Listed entries:

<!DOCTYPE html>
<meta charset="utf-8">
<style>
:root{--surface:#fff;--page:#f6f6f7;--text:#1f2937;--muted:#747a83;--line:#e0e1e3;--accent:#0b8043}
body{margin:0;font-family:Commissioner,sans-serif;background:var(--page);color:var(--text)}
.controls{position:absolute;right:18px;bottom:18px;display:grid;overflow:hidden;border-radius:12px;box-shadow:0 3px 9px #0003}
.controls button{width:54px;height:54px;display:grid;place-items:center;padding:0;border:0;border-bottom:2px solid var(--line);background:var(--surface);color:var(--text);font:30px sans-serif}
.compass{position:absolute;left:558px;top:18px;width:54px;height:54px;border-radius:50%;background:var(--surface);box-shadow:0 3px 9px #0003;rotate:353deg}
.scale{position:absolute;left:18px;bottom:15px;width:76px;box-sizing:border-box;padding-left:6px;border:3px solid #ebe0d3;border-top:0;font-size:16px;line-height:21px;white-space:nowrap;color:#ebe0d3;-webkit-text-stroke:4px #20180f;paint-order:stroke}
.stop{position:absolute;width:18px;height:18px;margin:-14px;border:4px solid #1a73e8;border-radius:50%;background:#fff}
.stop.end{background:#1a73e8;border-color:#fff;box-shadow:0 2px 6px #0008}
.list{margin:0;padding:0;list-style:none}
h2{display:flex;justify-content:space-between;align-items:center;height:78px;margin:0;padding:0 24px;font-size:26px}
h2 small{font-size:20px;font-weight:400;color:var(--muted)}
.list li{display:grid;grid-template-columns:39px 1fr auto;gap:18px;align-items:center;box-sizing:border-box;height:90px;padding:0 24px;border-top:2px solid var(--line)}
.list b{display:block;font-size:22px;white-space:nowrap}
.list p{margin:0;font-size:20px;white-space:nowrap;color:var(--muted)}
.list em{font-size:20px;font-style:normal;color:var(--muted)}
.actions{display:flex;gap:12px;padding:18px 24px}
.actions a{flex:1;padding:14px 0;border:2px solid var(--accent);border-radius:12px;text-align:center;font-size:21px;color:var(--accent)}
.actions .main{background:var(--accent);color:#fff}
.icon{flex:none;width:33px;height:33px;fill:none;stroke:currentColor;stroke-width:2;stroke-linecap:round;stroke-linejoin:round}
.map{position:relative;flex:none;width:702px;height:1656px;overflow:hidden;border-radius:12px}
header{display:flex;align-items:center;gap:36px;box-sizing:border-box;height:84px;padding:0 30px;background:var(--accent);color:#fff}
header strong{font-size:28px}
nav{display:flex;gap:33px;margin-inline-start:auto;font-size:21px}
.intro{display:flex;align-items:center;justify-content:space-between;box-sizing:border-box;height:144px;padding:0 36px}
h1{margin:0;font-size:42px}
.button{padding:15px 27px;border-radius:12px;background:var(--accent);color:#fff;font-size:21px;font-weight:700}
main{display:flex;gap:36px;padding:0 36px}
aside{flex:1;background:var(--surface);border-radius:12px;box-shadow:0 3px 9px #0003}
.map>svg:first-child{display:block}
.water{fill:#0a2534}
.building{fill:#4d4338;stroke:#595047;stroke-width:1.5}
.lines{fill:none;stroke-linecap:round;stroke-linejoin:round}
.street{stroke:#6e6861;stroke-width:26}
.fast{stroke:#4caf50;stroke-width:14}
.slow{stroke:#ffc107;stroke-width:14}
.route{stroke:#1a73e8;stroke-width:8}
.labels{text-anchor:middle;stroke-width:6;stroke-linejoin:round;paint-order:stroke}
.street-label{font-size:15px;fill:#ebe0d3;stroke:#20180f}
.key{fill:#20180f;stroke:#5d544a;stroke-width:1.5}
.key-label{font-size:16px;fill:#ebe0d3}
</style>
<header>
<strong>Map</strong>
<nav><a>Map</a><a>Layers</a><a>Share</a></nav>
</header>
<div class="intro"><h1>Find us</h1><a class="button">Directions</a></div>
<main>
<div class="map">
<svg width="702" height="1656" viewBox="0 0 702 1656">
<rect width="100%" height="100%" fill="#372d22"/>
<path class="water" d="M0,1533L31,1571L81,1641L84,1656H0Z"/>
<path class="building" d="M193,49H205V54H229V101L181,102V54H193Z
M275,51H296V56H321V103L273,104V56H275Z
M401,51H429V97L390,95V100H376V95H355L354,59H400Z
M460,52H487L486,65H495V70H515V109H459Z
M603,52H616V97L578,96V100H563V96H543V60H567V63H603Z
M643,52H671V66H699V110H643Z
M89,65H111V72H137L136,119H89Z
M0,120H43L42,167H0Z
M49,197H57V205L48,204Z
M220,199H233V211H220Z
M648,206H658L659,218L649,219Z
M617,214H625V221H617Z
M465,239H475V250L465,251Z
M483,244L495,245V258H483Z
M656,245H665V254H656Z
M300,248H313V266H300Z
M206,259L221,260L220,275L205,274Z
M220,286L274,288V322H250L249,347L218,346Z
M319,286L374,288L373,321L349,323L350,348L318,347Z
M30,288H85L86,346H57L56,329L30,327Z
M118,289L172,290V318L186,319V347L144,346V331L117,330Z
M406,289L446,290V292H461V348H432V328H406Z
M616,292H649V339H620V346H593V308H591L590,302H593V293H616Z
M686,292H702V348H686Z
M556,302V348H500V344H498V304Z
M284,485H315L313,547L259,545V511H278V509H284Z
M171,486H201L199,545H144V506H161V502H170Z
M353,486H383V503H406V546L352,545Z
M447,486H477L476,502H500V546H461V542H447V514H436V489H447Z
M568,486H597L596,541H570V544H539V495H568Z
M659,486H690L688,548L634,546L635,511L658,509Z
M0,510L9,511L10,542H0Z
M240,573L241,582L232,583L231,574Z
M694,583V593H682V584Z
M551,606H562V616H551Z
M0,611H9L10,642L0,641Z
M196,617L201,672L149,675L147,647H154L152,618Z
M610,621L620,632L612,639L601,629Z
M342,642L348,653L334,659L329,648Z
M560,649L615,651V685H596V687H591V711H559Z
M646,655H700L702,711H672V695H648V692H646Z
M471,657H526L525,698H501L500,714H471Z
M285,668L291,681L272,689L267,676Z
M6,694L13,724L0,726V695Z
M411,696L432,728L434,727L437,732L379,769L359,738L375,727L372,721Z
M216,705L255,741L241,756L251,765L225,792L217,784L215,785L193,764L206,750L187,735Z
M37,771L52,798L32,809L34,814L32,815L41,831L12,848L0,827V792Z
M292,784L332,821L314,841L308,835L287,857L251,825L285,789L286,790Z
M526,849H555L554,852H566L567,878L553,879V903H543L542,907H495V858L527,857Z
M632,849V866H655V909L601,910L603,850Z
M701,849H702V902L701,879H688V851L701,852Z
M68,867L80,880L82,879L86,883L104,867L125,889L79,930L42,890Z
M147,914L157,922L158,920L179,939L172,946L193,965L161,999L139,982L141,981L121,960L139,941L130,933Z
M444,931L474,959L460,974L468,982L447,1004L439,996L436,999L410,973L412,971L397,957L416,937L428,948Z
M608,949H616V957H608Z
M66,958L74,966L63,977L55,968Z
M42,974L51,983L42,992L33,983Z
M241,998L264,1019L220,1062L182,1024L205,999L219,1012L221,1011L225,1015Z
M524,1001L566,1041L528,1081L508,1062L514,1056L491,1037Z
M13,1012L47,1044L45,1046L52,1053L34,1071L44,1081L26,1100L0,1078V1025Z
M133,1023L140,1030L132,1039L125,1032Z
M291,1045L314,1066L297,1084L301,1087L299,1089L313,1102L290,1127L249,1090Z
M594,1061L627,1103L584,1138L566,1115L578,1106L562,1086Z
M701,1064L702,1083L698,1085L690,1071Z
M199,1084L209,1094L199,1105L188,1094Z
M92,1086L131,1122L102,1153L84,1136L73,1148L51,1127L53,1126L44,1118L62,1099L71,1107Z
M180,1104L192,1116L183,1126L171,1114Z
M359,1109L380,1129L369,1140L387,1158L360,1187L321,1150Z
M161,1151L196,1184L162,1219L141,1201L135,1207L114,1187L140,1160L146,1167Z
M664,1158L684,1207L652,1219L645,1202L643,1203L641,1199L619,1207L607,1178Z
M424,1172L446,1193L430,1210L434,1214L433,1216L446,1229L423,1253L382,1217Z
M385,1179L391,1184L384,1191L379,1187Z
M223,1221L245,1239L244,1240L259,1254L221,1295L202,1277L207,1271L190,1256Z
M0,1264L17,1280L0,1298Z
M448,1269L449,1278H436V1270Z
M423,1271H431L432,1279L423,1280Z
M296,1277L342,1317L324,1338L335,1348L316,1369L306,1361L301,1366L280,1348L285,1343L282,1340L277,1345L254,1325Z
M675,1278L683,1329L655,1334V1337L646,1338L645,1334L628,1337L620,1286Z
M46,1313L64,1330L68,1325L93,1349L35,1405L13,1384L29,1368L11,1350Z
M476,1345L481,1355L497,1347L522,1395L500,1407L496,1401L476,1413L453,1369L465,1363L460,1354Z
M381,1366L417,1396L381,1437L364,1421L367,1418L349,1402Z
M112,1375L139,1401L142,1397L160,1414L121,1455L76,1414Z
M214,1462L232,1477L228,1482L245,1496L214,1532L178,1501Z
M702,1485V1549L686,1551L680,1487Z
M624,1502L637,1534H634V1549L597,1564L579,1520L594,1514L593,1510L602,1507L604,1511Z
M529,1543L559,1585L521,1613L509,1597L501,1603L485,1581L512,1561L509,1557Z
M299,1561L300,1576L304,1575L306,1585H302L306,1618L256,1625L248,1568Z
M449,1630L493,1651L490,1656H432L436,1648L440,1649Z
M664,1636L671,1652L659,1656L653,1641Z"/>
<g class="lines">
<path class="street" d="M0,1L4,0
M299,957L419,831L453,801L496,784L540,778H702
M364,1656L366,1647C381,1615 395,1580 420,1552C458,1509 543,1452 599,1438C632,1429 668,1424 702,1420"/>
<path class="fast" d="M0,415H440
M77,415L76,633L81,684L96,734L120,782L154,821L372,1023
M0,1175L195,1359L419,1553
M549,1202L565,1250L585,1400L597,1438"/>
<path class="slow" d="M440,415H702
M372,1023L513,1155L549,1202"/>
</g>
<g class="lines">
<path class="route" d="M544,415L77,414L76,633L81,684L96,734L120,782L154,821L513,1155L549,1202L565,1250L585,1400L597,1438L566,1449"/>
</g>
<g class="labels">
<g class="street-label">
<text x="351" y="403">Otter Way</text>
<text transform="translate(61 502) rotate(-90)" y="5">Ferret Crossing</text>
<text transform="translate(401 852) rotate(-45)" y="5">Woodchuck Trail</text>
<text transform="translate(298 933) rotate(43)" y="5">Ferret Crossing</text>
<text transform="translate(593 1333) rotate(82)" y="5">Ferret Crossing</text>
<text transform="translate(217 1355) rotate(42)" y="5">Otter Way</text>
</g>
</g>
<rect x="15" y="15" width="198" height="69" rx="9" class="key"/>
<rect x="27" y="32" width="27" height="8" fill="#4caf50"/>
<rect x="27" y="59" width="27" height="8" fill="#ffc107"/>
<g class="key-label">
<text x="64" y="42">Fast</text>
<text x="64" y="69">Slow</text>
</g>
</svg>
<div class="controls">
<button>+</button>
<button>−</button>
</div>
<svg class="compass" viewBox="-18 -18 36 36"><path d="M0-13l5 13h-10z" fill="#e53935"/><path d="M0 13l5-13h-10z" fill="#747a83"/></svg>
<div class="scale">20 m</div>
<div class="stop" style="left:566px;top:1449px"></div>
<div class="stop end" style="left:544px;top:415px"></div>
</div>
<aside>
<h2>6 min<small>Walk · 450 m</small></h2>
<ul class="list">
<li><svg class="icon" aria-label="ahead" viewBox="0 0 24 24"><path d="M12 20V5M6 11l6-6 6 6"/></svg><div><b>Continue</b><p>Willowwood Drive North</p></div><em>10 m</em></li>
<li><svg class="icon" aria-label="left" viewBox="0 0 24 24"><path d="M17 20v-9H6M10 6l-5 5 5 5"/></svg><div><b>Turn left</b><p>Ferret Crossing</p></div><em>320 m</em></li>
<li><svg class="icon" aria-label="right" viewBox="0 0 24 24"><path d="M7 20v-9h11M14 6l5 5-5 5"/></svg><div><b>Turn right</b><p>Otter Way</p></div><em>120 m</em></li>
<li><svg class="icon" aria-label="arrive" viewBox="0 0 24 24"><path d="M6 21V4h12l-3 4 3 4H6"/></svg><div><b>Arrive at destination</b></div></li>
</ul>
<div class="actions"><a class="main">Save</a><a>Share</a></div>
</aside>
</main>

Task: Using the material above, return every line that holds the string "muted".

Output of the exercise:
:root{--surface:#fff;--page:#f6f6f7;--text:#1f2937;--muted:#747a83;--line:#e0e1e3;--accent:#0b8043}
h2 small{font-size:20px;font-weight:400;color:var(--muted)}
.list p{margin:0;font-size:20px;white-space:nowrap;color:var(--muted)}
.list em{font-size:20px;font-style:normal;color:var(--muted)}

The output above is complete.